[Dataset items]
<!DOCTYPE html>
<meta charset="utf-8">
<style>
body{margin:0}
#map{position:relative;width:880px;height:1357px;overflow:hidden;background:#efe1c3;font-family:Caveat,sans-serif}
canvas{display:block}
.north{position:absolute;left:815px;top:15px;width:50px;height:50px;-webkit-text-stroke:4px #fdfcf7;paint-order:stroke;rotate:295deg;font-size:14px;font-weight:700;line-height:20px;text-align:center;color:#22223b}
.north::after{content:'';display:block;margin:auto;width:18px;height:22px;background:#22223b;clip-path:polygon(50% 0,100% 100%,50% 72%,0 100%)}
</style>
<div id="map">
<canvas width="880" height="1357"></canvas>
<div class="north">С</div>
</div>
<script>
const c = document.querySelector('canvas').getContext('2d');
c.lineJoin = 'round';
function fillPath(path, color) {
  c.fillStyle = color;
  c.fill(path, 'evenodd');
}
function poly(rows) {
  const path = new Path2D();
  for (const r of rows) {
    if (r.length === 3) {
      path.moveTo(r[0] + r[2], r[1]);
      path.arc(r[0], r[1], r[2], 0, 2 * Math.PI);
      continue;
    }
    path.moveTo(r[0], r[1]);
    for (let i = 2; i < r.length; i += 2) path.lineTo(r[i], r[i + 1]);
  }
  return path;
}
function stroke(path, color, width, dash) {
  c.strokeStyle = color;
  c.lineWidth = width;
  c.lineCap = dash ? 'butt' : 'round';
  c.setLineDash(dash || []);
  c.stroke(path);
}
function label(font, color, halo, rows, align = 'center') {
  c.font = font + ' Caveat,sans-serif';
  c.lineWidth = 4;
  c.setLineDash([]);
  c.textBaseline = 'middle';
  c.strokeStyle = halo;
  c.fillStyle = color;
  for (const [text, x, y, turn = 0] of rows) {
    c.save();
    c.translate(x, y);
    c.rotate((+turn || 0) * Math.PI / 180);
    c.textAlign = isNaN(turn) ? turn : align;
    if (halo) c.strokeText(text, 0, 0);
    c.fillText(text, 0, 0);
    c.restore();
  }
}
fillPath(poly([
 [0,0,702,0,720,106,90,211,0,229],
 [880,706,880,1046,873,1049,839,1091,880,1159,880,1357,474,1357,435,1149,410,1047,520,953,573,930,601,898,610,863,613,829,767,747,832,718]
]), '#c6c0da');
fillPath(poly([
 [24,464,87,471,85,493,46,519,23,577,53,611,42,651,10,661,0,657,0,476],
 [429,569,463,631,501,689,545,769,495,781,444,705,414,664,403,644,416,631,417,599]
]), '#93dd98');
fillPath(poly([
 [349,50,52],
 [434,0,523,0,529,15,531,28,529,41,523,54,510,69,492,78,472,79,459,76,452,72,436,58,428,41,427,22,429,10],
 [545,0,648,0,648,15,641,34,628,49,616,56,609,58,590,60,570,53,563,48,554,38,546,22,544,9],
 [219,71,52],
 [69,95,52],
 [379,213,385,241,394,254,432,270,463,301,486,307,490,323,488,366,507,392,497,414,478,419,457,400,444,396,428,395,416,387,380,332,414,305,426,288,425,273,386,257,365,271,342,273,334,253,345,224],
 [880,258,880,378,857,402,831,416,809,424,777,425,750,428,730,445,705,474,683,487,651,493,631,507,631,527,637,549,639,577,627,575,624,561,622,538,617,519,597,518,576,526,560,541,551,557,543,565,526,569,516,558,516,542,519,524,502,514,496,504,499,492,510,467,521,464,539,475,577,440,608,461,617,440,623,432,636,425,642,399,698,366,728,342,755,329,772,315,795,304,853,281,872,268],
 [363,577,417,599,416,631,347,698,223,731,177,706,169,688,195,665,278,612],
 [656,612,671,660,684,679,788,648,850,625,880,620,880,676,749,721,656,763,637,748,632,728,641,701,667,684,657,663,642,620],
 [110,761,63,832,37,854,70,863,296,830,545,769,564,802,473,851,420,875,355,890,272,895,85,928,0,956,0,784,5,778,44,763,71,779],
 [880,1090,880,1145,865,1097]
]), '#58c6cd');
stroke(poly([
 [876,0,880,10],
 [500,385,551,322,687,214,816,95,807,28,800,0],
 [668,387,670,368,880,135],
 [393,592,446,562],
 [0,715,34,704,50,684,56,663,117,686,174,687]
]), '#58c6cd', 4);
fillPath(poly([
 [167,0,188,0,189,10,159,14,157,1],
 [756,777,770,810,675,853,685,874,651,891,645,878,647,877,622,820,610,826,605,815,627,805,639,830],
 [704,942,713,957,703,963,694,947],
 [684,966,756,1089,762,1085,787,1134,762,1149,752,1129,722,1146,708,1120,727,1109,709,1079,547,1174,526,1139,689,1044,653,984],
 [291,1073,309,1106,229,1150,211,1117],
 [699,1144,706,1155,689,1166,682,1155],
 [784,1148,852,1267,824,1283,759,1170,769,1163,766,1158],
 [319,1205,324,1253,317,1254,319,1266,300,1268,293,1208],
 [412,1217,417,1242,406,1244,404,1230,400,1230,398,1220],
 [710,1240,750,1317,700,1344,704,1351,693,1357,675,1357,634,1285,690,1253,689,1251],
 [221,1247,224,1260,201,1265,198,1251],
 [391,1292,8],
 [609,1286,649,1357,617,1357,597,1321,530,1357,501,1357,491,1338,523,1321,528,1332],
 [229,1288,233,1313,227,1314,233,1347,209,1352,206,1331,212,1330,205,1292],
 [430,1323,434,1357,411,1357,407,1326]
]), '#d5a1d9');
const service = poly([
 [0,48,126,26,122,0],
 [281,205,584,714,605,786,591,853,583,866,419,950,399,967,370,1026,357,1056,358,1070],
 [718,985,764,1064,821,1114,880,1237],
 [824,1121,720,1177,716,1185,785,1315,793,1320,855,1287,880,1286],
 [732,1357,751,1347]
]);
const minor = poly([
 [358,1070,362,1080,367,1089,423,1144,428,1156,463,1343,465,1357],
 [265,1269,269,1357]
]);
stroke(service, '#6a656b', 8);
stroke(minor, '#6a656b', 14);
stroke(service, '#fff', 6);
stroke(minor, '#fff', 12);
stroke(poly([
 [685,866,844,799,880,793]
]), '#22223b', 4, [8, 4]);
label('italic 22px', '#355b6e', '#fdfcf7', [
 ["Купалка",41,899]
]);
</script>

_WORK INSTRUCTION:_ Print again the lines of the entries above that fall between the line holding "c.lineJoin = 'round';" and the line holding "function label(font, color, halo, rows, align", inclusive, exactly as they stand.

_ANSWER TO THIS TASK:_
c.lineJoin = 'round';
function fillPath(path, color) {
  c.fillStyle = color;
  c.fill(path, 'evenodd');
}
function poly(rows) {
  const path = new Path2D();
  for (const r of rows) {
    if (r.length === 3) {
      path.moveTo(r[0] + r[2], r[1]);
      path.arc(r[0], r[1], r[2], 0, 2 * Math.PI);
      continue;
    }
    path.moveTo(r[0], r[1]);
    for (let i = 2; i < r.length; i += 2) path.lineTo(r[i], r[i + 1]);
  }
  return path;
}
function stroke(path, color, width, dash) {
  c.strokeStyle = color;
  c.lineWidth = width;
  c.lineCap = dash ? 'butt' : 'round';
  c.setLineDash(dash || []);
  c.stroke(path);
}
function label(font, color, halo, rows, align = 'center') {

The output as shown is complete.